Where standard deviations for outcomes are not reported we will impute these values by assuming the standard deviation of the missing outcome to be the mean of the standard deviations from those studies where this information was reported. We will investigate the impact of imputation on meta-analyses by means of sensitivity analysis.
Assessment of heterogeneity
In the event of substantial clinical, methodological, or statistical heterogeneity, we will not report study results as meta-analytically pooled effect estimates.
We will identify heterogeneity by visual inspection of the forest plots and by using a standard Chi2 test with a significance level of α = 0.1, in view of the low power of this test. We will examine heterogeneity using the I2 statistic, which quantifies inconsistency across studies to assess the impact of heterogeneity on the meta-analysis (Higgins 2002; Higgins 2003), where an I2 statistic of 75% or more indicates a considerable level of inconsistency (Higgins 2011a).
When we find heterogeneity, we will attempt to determine potential reasons for it by examining individual study and subgroup characteristics.
We expect the following characteristics to introduce clinical heterogeneity.
Coronary acute syndrome versus chronic angina.
Number of vessels involved.
Medicated versus nonmedicated stents.
Strict versus nonstrict treatment of DM.
Assessment of reporting biases
If we include 10 studies or more that investigate a particular outcome, we will use funnel plots to assess small study effects.

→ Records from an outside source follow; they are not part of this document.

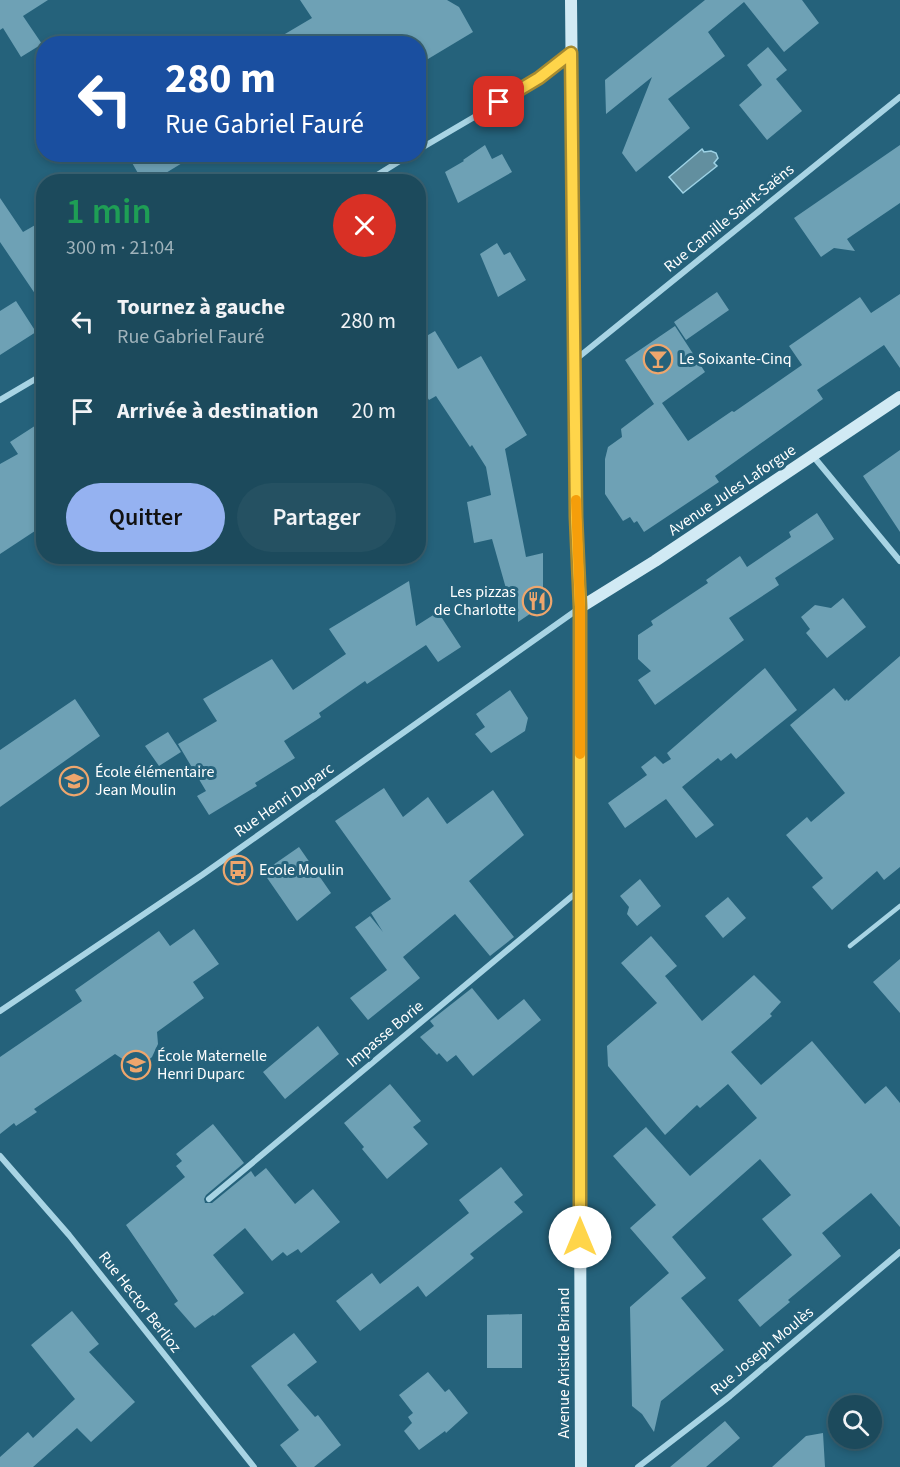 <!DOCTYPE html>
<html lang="fr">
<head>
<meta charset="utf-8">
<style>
  :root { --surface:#1c4a5c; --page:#255162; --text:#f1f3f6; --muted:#a0b3bb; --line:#3a6272; --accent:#95b2f1 }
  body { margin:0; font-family:"Source Sans 3",sans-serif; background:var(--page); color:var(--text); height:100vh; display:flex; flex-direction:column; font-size:22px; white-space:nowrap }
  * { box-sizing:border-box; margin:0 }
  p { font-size:20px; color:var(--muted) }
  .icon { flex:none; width:33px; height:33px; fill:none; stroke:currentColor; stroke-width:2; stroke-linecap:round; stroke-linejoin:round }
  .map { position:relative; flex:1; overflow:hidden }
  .drawer { position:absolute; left:36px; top:174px; width:390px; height:390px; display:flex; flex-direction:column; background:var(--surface); border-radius:24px; box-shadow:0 3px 9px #0003,0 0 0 2px var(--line) }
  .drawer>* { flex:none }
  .guide { position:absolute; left:36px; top:36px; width:390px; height:126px; border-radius:24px; box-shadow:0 3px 9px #0003,0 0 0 2px var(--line); background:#1a4fa0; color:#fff; overflow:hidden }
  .tools { position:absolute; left:828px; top:1395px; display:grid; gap:12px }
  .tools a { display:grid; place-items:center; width:54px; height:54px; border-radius:50%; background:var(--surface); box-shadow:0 3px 9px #0003,0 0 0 2px var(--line); font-size:30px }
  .pin { position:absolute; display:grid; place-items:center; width:51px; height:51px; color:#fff; margin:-26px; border-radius:12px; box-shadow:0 3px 9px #0006 }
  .me { position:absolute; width:66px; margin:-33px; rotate:0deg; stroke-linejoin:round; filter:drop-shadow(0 0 4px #0008) }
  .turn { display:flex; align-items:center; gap:21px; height:126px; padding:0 30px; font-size:27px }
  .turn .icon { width:78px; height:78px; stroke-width:2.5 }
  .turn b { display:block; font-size:42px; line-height:51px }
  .round { display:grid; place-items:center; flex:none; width:63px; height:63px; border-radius:32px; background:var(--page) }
  .head { display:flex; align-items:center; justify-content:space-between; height:102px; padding:0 30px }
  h1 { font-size:36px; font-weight:600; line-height:45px; color:#1e9e55 }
  .primary-button { display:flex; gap:12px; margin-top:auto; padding:12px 30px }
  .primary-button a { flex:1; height:69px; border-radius:36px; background:var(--accent); color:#111; font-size:24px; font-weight:600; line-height:69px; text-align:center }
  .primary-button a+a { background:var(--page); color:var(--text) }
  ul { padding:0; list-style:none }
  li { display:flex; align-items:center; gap:18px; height:90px; padding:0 30px }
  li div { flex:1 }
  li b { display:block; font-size:22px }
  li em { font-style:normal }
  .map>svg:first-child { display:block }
</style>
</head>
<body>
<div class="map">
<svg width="900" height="1467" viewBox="0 0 900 1467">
  <rect width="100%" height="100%" fill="#25627b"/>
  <path fill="#628f9f" stroke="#9dd2e5" stroke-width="1.5" d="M702,149L704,152L711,151L716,153L718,158L714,163L717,166L683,193L669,177Z"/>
  <path fill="#6ea1b5" d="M0,0H48L23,16L42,44L21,57L3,28L0,30Z
    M300,0H447L459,7L473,32L418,65V44H268L312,18Z
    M705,0H802L819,23L784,52L744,2L708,32L725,56L668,99L690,128L636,172L622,153L652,77L606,114L605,80Z
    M768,47L787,70L776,79L802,111L767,140L739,105L762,85L747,65Z
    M485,145L492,159L502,154L512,172L458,203L445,172L464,161L463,160Z
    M900,145V203L847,239L855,251L834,248L821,257L794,218Z
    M127,154H197L151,182H143Z
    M0,198L23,232L44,220V307L0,242Z
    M497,243L504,255L510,252L526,280L498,297L480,254Z
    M717,292L729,310L686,340L674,322Z
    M900,294V368L884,345L817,390L823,399L715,476L719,482L644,532L637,521L634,523L630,517L623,521L605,494V459L608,447L622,437L621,429L654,404L625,360L675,326L705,372L662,403L688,441L732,411L734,412L802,365L789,346L860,297L871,313Z
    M16,301L36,332L0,355V311Z
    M435,331L458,369L481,356L527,435L505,449L526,557L543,553V605L518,622V593L507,592L492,539L474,543L467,502L491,495L486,467L472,445L470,447L436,396L429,400L418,382V341Z
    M44,420V525L0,554V464L18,454L10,442Z
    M900,450V532L863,476Z
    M817,513L834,539L775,578L779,585L729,618L744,640L655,705L638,680L651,671L638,659V635L653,625L651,621L708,583L706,580L740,556L747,567L791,537L789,532Z
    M409,581L416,626L438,612L461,647L438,662L426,645L367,684L365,681L319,713L321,717L284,741L295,758L255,783L257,786L209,815L197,796L206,791L178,744L217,721L203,699L272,659L293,690L346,654L329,629Z
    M843,598L866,627L827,658L806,633L810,629L801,617L815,605L831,608Z
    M900,656V867L884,880L877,871L832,910L812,887L823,878L786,835L807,817L811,822L845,793L790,725L834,688L845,701L847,699L848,701Z
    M765,668L797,710L736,759L731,753L721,761L718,758L682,787L714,825L696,838L666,799L625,828L608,803L647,775L641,767L655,756L663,764L671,759L667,753Z
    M510,690L528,718L525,731L491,753L475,734L485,727L476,714Z
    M75,699L100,736L0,807V750Z
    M168,732L181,752L159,766L145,746Z
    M384,788L403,817L428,797L447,824L493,790L524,835L469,881L514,937L490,956L455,914L403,957L420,978L368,1020L350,998L387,970L355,927L370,916L383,932L371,913L391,899L335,821Z
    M299,847L331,893L297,921L263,872Z
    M640,879L661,906L637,926L627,914L629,907L620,896Z
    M728,897L746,918L723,938L705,916Z
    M194,929L219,964L193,982L204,998L157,1032L158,1044L152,1057L145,1063L136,1064L127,1062L115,1054L34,1109L37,1112L16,1126L14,1123L0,1134V1057L82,1001L75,990L159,931L170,946Z
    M651,936L677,966L665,976L702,1021L754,975L781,1002L770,1014L772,1016L731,1052L761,1085L812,1041L865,1104L886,1086L900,1103V1227L871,1193L822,1233L841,1256L788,1300L790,1302L760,1327L738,1300L792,1255L762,1219L791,1195L760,1159L672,1237L706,1278L681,1298L724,1350L661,1401L654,1432L642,1414L632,1406L630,1307L669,1273L630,1228L656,1205L613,1156L646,1127L690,1176L757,1118L728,1084L700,1108L697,1105L665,1135L608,1066L607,1046L657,1003L621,963Z
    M900,959V1013L873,982Z
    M472,988L498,1020L524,999L541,1020L473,1076L456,1055L447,1062L439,1053L437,1055L420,1037L434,1026L430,1021Z
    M318,1026L339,1054L285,1099L263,1072Z
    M390,1084L421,1121L413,1127L428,1144L387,1179L362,1149L364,1147L344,1123Z
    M213,1124L244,1163L206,1195L204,1199L205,1203H212L251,1171L255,1177L266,1168L295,1204L313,1189L340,1222L301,1253L298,1249L287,1256L283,1252L272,1261L245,1228L213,1255L244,1293L214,1316L213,1315L195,1328L174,1304L178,1301L126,1225L185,1177L176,1166L182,1161L176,1154Z
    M501,1167L523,1195L514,1202L523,1212L470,1254L474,1258L426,1297L418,1286L360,1331L336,1301L372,1273L380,1284L469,1213L459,1200Z
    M72,1311L99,1344L89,1352L135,1402L91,1442L77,1428L33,1467H0V1457L28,1432L33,1438L75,1399L31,1345Z
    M522,1314V1368H487V1315Z
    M294,1333L317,1362L287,1385L315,1417L318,1415L341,1445L314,1467H297L280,1445L299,1430L251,1366Z
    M428,1372L445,1392L449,1389L468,1413L446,1433L445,1431L419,1450L404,1431L412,1423L408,1417L413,1413L399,1395Z
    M725,1421L740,1438L706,1467H670Z
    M823,1433L825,1467H772L806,1436Z"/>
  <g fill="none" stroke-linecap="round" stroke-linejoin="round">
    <path stroke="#a8d4e4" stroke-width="4.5" d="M850,946L900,906"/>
    <path stroke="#a8d4e4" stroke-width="6" d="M418,150L539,79L571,53
      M366,182L411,154
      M575,360L900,97
      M0,400L44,374
      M813,456L900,561
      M0,1011L202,875L581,607
      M0,1156L69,1235L254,1467
      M209,1199L577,892
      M638,1467L730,1396L900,1252"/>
    <path stroke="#d1eaf4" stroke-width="12" d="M571,0L576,517L581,607L579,891L581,1467
      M581,607L655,561L900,397"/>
  </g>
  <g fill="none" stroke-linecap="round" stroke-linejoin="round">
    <g stroke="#a68a30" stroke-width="15">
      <path id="route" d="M499,102L539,78L571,53L576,517L580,607V1237"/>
    </g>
    <use href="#route" stroke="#ffd54a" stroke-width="10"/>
    <path stroke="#f59e0b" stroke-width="10" d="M576,500L580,607V754"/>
  </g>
  <defs>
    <g id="bar-ring" transform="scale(1.5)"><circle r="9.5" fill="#25627b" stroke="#eea66d" stroke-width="1.5"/><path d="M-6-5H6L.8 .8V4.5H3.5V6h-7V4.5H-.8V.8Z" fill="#eea66d"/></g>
    <g id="restaurant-ring" transform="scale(1.5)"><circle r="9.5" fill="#25627b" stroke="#eea66d" stroke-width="1.5"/><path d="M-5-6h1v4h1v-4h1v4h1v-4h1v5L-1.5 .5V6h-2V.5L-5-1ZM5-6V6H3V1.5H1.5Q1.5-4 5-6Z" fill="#eea66d"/></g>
    <g id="school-ring" transform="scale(1.5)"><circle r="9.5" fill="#25627b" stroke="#eea66d" stroke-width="1.5"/><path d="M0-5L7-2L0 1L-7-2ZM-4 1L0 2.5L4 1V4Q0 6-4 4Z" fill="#eea66d"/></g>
    <g id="bus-ring" transform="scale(1.5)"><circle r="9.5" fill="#25627b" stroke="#eea66d" stroke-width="1.5"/><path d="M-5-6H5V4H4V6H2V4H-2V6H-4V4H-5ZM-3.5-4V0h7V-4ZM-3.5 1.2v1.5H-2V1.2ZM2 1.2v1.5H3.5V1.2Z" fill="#eea66d"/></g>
  </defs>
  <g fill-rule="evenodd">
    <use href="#bar-ring" x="658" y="359"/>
    <use href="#restaurant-ring" x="537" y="601"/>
    <use href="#school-ring" x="74" y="781"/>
    <use href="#bus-ring" x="238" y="870"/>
    <use href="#school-ring" x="136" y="1065"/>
  </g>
  <g text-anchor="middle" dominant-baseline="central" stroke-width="6" stroke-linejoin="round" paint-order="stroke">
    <g font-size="16" fill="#fff" stroke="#25627b">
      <text transform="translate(729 218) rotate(-39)">Rue Camille Saint-Saëns</text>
      <text transform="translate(732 490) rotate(-34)">Avenue Jules Laforgue</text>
      <text transform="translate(284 800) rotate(-35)">Rue Henri Duparc</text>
      <text transform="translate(385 1034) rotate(-40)">Impasse Borie</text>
      <text transform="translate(140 1302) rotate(52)">Rue Hector Berlioz</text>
      <text transform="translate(762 1351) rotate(-40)">Rue Joseph Moulès</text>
      <text transform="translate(564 1363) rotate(-90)">Avenue Aristide Briand</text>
    </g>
    <g font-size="16" fill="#fff" stroke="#25627b" text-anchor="start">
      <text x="679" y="359">Le Soixante-Cinq</text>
      <text x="516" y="592" text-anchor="end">Les pizzas<tspan x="516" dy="18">de Charlotte</tspan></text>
      <text x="95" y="772">École élémentaire<tspan x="95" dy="18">Jean Moulin</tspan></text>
      <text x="259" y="870">Ecole Moulin</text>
      <text x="157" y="1056">École Maternelle<tspan x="157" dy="18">Henri Duparc</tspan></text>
    </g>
  </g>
</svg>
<div class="tools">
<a><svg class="icon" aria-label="search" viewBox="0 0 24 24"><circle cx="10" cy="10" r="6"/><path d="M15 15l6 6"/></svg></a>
</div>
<div class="pin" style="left:499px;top:102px;background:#d93025"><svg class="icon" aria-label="arrive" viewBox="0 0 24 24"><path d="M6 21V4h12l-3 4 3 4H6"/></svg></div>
<svg class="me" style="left:580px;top:1237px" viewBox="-20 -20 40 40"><circle r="19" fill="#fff"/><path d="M0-13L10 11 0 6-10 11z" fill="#ffd54a"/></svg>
<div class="guide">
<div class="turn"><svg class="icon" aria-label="left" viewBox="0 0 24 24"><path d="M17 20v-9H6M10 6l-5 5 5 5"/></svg><div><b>280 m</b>Rue Gabriel Fauré</div></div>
</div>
<section class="drawer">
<div class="head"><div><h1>1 min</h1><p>300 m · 21:04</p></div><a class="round" style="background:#d93025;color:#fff"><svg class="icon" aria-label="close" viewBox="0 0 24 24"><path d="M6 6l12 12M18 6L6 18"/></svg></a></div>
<ul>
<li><svg class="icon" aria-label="left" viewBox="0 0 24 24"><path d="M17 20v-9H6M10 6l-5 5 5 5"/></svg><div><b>Tournez à gauche</b><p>Rue Gabriel Fauré</p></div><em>280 m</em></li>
<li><svg class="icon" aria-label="arrive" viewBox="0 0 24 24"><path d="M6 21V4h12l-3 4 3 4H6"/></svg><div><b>Arrivée à destination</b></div><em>20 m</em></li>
</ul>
<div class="primary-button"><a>Quitter</a><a>Partager</a></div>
</section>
</div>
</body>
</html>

Owing to several possible explanations for funnel plot asymmetry, we will interpret results carefully (Sterne 2011).
Unless there is good evidence for homogeneous effects across studies, we will primarily summarize low risk of bias data using a random-effects model (Wood 2008). We will interpret random-effects meta-analyses with due consideration of the whole distribution of effects, ideally by presenting a prediction interval (Higgins 2009). A prediction interval specifies a predicted range for the true treatment effect in an individual study (Riley 2011). In addition, we will perform statistical analyses according to the statistical guidelines contained in the latest version of the Cochrane Handbook for Systematic Reviews of Interventions (Higgins 2011a).
Subgroup analysis and investigation of heterogeneity
We will carry out the following subgroup analyses and plan to investigate interaction.
We will perform sensitivity analyses in order to explore the influence of the following factors on effect sizes.
Restricting the analysis to published studies.
Restricting the analysis by taking into account risk of bias, as specified in the section, Assessment of risk of bias in included studies.
Restricting the analysis to very long or large studies to establish the extent to which they dominate the results.
Restricting the analysis to studies using the following filters: diagnostic criteria, imputation, language of publication, source of funding (industry versus other), country.
We will also test the robustness of the results by repeating the analysis using different measures of effect size (RR, odds ratio (OR), etc.) and different statistical models (fixed-effect and random-effects models).